Further, Poudel adds, “The supply of blood has dropped by 35 per cent. In normal times, about 250 units of blood are supplied in a day, however, as of now, we have been able to supply only 70-80 units a day.”
Similarly, an official at the blood bank of Paropakar Maternity and Women’s Hospital (Prasuti Griha) also confirms the current shortage of blood and blood components citing the pandemic and subsequent lockdown.
Likewise, Kiran Yogi of the Himal Hospital Blood Transfusion Centre says, “We used to conduct blood donation programmes massively in the corporate areas, colleges, and institutes in the past. The collection also used to be in very high numbers. Even though we have been organising camps in collaboration with different organisations these days, the collection has not been like before.”

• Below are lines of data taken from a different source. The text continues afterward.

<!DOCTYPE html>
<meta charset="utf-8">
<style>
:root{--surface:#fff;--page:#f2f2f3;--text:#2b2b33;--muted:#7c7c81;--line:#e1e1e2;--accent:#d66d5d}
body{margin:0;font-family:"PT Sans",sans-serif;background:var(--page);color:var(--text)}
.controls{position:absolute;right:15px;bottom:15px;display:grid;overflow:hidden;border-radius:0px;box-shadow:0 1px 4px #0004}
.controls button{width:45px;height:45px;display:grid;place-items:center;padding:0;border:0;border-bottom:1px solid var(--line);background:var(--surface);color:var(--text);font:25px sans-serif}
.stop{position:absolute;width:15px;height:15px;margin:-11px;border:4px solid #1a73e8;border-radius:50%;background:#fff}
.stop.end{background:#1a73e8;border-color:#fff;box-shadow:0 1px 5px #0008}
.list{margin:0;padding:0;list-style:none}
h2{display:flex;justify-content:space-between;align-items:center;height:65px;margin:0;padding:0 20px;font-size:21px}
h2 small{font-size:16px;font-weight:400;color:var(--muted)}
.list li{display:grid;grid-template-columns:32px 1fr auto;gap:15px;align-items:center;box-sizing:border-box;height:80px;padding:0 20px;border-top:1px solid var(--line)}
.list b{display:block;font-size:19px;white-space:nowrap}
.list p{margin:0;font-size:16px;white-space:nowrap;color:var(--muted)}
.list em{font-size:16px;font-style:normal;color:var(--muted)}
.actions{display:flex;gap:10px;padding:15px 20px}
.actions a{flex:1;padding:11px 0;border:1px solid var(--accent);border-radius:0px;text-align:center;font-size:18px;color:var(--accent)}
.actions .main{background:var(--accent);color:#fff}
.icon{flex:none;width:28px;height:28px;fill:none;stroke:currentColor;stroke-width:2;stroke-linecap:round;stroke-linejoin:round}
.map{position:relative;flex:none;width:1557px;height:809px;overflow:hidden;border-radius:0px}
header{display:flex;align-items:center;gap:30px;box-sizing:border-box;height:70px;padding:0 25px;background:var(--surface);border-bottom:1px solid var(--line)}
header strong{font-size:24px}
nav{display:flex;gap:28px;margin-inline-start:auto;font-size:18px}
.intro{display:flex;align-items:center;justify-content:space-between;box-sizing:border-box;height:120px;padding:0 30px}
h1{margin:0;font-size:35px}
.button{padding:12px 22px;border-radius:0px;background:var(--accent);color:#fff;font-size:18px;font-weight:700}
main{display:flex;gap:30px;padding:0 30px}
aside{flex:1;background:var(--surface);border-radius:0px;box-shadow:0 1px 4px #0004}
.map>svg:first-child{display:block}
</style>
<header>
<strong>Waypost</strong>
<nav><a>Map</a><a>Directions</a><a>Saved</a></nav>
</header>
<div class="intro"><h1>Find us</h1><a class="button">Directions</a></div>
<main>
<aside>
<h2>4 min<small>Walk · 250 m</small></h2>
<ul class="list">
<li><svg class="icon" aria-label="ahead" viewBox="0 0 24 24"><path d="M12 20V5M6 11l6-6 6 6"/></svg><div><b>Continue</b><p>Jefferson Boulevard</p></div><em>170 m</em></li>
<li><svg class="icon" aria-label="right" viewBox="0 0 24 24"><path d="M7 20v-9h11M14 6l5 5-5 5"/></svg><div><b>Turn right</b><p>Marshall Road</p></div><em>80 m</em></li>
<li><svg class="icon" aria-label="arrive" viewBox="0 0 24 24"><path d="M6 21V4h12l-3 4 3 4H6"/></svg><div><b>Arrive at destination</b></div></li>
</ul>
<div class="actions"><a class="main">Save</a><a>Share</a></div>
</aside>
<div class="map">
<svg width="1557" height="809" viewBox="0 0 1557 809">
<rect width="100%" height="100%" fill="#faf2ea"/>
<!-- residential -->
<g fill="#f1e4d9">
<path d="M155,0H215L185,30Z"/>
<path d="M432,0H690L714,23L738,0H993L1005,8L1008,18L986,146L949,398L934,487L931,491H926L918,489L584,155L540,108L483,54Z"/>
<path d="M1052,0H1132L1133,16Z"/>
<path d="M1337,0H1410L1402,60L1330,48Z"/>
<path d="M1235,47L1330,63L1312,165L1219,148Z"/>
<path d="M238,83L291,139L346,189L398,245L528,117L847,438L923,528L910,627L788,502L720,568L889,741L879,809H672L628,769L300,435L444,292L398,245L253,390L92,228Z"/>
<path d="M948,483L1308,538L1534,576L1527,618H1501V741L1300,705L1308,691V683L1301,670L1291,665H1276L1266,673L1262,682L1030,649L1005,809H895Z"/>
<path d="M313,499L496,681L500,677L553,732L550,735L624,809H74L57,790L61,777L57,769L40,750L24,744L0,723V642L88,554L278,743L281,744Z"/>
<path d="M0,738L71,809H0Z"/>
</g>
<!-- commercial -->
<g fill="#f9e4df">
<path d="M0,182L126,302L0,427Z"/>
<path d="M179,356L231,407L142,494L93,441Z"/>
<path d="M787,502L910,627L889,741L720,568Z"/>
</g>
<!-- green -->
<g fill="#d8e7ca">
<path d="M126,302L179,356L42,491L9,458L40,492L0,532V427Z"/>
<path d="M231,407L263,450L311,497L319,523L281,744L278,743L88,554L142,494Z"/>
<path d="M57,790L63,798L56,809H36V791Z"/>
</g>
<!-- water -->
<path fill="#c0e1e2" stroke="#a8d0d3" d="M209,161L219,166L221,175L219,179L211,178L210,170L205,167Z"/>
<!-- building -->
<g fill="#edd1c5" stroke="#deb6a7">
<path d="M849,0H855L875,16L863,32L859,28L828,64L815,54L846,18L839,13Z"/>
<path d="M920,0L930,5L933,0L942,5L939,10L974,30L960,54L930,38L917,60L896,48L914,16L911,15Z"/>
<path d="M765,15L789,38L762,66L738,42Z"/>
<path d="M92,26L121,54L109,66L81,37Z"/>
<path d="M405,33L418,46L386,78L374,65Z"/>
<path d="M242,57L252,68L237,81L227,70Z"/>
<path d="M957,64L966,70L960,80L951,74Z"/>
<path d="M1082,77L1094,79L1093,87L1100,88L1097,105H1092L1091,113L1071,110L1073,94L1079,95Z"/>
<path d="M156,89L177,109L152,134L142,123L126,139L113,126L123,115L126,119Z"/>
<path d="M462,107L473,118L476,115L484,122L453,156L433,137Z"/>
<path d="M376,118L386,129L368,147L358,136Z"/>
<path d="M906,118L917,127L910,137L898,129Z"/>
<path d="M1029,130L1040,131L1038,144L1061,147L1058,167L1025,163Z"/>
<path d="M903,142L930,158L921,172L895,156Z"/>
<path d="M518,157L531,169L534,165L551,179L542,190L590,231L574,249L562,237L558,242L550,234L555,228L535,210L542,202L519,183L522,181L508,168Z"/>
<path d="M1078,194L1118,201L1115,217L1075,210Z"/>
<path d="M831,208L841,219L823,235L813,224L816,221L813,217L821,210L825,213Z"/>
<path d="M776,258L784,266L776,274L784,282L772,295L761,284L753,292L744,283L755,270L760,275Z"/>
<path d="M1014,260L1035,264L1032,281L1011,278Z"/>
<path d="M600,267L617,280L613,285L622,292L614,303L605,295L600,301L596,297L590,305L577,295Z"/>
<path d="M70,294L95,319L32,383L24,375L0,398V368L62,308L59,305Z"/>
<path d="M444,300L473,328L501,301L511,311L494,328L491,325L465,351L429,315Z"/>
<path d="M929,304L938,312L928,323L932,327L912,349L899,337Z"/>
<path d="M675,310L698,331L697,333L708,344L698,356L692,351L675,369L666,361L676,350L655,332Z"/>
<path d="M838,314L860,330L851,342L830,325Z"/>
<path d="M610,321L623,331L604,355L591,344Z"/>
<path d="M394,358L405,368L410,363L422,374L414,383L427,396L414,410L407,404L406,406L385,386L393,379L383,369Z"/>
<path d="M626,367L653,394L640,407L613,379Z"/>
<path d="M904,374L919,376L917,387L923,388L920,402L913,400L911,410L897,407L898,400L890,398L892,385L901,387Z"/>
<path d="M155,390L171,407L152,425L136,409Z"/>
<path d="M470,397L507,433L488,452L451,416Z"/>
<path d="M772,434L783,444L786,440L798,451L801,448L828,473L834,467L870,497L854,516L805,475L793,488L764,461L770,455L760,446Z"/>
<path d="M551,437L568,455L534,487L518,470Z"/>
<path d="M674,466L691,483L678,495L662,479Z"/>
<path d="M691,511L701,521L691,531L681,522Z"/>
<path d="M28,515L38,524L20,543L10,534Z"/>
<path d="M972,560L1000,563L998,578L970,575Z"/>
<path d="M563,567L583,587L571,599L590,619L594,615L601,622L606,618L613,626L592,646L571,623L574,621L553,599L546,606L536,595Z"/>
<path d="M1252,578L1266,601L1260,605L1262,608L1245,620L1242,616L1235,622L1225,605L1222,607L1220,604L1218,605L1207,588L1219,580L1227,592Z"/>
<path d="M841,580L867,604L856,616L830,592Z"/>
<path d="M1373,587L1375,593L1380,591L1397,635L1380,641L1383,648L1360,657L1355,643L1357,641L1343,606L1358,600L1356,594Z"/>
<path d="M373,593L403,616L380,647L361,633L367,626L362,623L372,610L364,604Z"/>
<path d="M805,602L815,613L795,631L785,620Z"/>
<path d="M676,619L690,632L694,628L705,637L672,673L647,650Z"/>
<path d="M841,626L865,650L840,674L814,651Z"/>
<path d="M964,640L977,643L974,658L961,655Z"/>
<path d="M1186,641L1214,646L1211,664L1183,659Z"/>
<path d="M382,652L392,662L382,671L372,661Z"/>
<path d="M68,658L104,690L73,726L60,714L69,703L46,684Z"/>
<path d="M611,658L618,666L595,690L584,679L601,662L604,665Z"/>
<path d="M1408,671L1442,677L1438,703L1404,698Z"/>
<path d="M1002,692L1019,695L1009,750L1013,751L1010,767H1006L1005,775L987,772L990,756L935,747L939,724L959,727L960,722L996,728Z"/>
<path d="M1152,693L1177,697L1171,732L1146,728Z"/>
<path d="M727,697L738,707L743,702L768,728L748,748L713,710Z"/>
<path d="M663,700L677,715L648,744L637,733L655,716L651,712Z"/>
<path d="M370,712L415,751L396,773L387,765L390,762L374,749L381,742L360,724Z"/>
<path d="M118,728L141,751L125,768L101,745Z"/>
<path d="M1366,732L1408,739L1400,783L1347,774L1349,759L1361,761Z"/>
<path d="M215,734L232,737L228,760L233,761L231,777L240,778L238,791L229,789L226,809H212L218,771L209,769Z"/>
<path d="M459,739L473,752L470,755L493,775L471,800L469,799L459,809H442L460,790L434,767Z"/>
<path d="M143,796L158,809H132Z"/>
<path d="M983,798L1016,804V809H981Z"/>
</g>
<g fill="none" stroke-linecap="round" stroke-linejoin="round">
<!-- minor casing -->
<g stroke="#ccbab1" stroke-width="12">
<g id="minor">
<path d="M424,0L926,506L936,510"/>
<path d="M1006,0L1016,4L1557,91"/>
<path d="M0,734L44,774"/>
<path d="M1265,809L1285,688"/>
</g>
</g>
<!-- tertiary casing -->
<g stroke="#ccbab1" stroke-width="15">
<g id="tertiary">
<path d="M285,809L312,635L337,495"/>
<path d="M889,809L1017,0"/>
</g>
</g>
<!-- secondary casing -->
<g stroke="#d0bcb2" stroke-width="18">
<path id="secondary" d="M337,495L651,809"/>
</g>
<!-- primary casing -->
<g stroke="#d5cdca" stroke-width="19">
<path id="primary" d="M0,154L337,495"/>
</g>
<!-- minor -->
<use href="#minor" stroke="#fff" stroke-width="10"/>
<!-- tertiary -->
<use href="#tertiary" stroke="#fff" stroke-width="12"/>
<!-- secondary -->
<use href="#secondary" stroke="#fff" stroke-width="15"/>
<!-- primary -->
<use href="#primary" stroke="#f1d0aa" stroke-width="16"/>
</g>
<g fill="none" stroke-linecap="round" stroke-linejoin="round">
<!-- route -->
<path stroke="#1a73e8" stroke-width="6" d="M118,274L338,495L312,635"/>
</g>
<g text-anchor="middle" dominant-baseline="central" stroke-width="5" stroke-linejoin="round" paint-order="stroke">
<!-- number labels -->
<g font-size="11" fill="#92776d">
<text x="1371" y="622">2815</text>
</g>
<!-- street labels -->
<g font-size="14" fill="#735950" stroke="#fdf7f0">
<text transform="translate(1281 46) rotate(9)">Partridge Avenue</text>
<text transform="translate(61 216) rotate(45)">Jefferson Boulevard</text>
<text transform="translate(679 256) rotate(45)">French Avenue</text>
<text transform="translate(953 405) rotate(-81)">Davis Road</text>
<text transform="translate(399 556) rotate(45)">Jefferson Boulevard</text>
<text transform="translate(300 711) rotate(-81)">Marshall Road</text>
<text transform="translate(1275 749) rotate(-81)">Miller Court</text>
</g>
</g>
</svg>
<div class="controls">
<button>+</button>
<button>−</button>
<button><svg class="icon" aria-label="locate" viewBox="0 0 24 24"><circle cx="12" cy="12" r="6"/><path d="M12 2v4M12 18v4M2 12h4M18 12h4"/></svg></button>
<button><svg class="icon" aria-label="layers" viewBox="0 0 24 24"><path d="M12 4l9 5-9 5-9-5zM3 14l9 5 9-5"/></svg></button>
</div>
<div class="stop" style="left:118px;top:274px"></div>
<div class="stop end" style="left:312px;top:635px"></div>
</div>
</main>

Difficulty to meet the demand
The NRCS’ Bidari informs although there is a slight decline in the demand for blood as of now, the blood banks have been struggling to meet the need for dialysis, cancer treatment, childbirth, and many other cases.
Considering the blood shortage, the NRCS–through its social media pages, websites and other mediums–has been requesting people to voluntarily donate blood. It has also asked its staff and regular donors to provide the support, according to Bidari.
“If the blood is available with us, we will immediately provide it as it used to happen earlier,” Bidari explains, “But if we don’t have the stock, depending on the urgency and the seriousness of the patients, we will immediately search for a fresh donor and ask the relative of the patient to search donors from their side as well. We also request various donor agencies to find the donor.”
Additionally, the NRCS Central Blood Transfusion Service and Himal Hospital Blood Transfusion Centre are also managing the demand by asking for the replacement of the blood and blood components that it provides. That means they ask the patient’s eligible relatives to donate the blood to the blood bank in exchange for the blood the bank provides.
Further, the Himal Hospital has also launched a “one family one blood donor” campaign with the aim of encouraging voluntary blood donation.